*EXERCISE AIM*
Count every line below that holds "stream". The answer is the number alone.

>>>>>

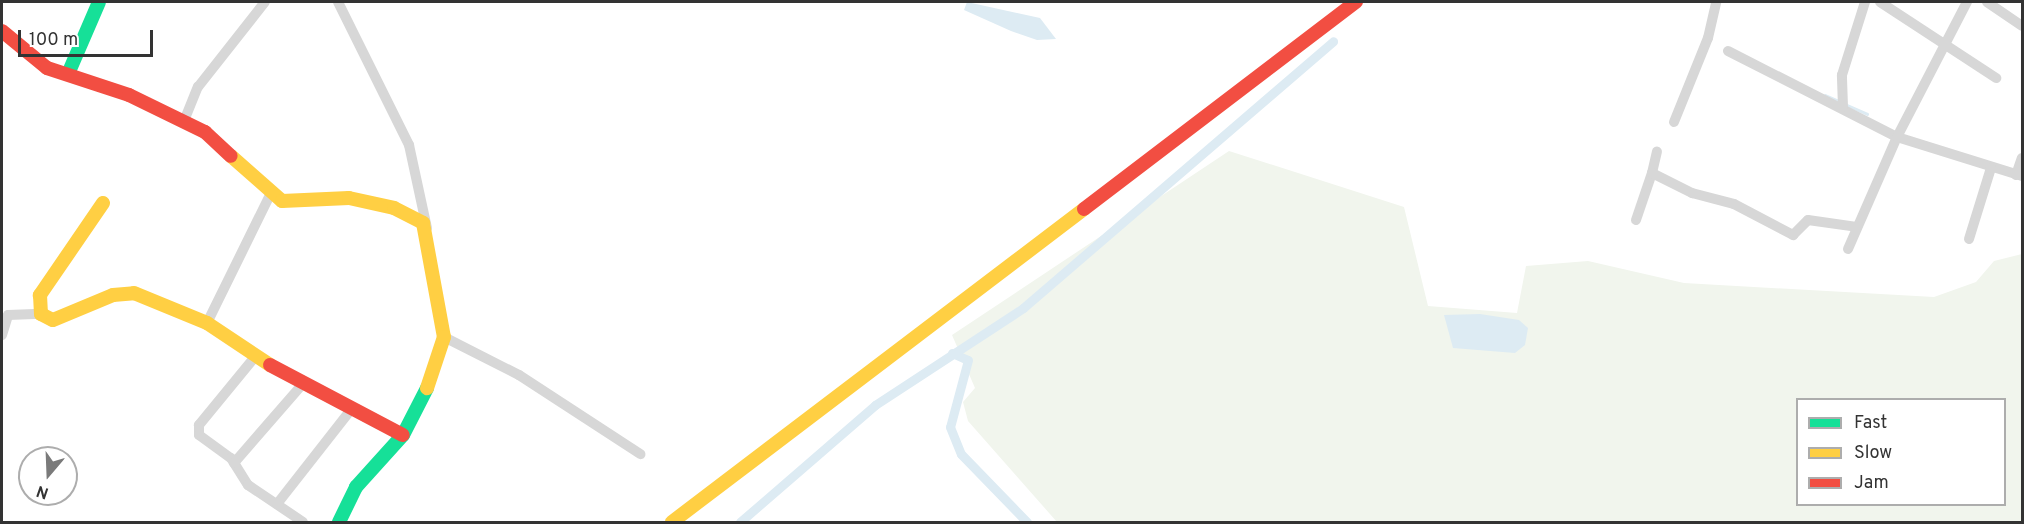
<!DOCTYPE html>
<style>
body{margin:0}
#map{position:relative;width:2024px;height:524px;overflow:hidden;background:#fff;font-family:Overpass,sans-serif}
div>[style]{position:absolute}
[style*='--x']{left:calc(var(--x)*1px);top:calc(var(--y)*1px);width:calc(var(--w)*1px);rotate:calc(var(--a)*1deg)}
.green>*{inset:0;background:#f1f5ed}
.water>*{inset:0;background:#ddebf3}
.stream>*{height:3px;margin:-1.5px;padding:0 1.5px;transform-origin:1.5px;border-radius:1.5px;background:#ddebf3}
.canal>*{height:9px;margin:-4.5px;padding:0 4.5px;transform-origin:4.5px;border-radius:4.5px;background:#ddebf3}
.street>*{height:10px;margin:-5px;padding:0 5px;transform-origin:5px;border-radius:5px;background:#d7d7d7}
.fast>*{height:14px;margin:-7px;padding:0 7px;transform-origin:7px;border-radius:7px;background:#16e098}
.slow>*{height:14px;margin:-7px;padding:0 7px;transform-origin:7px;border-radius:7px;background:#ffcf43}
.jam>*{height:14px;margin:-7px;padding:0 7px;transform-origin:7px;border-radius:7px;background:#f24e42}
span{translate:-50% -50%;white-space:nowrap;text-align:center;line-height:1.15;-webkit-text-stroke:6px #fff;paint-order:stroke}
.frame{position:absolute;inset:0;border:3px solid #333;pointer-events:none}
.legend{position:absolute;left:1796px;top:398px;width:210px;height:108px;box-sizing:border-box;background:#fff;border:2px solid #adadad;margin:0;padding:8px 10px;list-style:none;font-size:18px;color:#333}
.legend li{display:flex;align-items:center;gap:12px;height:30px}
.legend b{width:30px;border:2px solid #adadad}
.north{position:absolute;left:18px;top:446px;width:60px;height:60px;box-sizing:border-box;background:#fff;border:2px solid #adadad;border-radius:50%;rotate:199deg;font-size:16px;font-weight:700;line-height:24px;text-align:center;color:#333}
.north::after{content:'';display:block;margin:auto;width:21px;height:27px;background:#7a7a7a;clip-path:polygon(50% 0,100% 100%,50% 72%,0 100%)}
.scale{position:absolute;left:18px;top:30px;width:135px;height:27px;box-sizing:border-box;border:3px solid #333;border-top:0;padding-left:8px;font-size:18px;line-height:21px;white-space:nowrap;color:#333;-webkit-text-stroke:4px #fff;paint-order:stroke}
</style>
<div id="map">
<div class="green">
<i style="clip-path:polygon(evenodd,1229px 151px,1404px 207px,1428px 306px,1517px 313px,1526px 266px,1588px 261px,1684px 283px,1934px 297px,1976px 282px,1994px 261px,2022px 254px,2022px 522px,1057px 522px,968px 421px,963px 402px,975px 388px,952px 335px,1229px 151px,1798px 400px,2004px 400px,2004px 504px,1798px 504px,1798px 400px)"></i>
</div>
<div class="water">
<i style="clip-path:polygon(967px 2px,1040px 18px,1056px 39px,1037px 40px,1011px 31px,964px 10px)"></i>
<i style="clip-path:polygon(1480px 314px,1519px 320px,1528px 328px,1525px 345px,1515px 353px,1453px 348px,1444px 315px)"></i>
</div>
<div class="stream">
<i style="--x:1825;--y:95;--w:17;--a:24"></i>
<i style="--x:1847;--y:105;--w:22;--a:24"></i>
</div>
<div class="canal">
<i style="--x:952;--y:353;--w:17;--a:24"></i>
<i style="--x:968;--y:360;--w:69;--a:105"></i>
<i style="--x:950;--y:427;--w:29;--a:68"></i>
<i style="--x:961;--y:454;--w:95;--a:45.9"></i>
<i style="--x:740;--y:522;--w:179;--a:-40.9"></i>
<i style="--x:875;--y:405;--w:177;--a:-33.2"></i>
<i style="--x:1023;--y:308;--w:409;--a:-40.7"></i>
</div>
<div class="street">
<i style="--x:338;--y:2;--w:160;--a:63.6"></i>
<i style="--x:409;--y:145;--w:85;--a:77.8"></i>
<i style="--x:1880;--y:2;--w:139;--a:33.2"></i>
<i style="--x:1987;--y:2;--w:42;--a:34.4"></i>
<i style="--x:1728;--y:51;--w:190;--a:27"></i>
<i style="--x:1897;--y:137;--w:131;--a:17.3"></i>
<i style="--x:1843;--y:107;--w:32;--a:-92"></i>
<i style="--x:1842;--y:75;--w:77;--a:-72.5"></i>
<i style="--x:184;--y:121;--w:37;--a:-68"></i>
<i style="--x:198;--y:87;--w:108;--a:-51.8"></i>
<i style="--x:1674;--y:122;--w:91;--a:-68"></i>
<i style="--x:1708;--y:38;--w:37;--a:-77"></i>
<i style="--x:1652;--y:173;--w:22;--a:-77"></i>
<i style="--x:2016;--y:175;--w:18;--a:-71"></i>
<i style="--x:1636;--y:220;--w:50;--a:-71.2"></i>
<i style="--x:1652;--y:173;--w:45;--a:26.6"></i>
<i style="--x:1692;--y:193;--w:43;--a:14.7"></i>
<i style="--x:1734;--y:204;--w:67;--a:27.7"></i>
<i style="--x:1793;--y:235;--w:21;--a:-45"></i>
<i style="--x:1808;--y:220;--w:49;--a:8.1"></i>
<i style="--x:1969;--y:239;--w:74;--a:-72.8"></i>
<i style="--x:1848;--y:249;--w:122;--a:-66.4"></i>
<i style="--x:1897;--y:137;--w:152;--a:-62.6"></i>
<i style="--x:207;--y:323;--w:145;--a:-63.8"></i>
<i style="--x:2;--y:335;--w:21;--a:-73"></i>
<i style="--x:8;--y:315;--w:33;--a:-2"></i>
<i style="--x:444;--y:337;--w:84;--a:26.9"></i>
<i style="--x:519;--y:375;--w:145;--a:33.1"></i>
<i style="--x:254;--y:358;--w:87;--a:129.4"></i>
<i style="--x:199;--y:425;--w:10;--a:90"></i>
<i style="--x:199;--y:435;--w:39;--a:36"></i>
<i style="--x:231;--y:458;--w:32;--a:58"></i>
<i style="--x:248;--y:485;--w:66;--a:33.9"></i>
<i style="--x:234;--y:463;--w:102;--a:-49"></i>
<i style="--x:277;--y:504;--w:118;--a:-51.9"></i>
</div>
<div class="fast">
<i style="--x:68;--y:74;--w:78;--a:-66.7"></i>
<i style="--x:339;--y:522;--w:39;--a:-64"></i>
<i style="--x:356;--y:487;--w:70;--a:-47.9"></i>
<i style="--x:403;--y:435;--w:53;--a:-62.9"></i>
</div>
<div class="slow">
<i style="--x:231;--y:156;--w:68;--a:41.4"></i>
<i style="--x:282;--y:201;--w:67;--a:-2.6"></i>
<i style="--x:349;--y:198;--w:46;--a:12.5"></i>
<i style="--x:394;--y:208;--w:33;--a:27"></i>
<i style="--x:423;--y:223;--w:116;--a:79.6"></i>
<i style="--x:444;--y:337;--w:54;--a:108.4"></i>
<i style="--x:103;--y:203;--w:112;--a:124.4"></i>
<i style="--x:40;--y:295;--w:19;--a:87"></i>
<i style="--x:41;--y:314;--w:13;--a:27"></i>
<i style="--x:53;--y:320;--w:65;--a:-22.6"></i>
<i style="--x:113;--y:295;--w:21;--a:-5"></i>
<i style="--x:134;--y:293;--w:79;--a:22.3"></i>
<i style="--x:207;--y:323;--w:76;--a:33.7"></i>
<i style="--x:672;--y:522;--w:517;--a:-37.22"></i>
</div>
<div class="jam">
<i style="--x:2;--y:31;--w:58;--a:39.4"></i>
<i style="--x:47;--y:68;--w:86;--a:18.2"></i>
<i style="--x:129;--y:95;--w:85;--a:26"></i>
<i style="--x:205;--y:132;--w:35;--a:43"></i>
<i style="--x:1084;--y:209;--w:342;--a:-37.3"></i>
<i style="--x:270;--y:365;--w:150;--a:27.8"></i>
</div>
<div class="frame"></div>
<ul class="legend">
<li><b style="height:8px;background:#16e098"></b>Fast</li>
<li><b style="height:8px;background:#ffcf43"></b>Slow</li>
<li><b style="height:8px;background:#f24e42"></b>Jam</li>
</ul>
<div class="north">N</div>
<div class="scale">100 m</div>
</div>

<<<<<

*COMPLETED EXERCISE*
2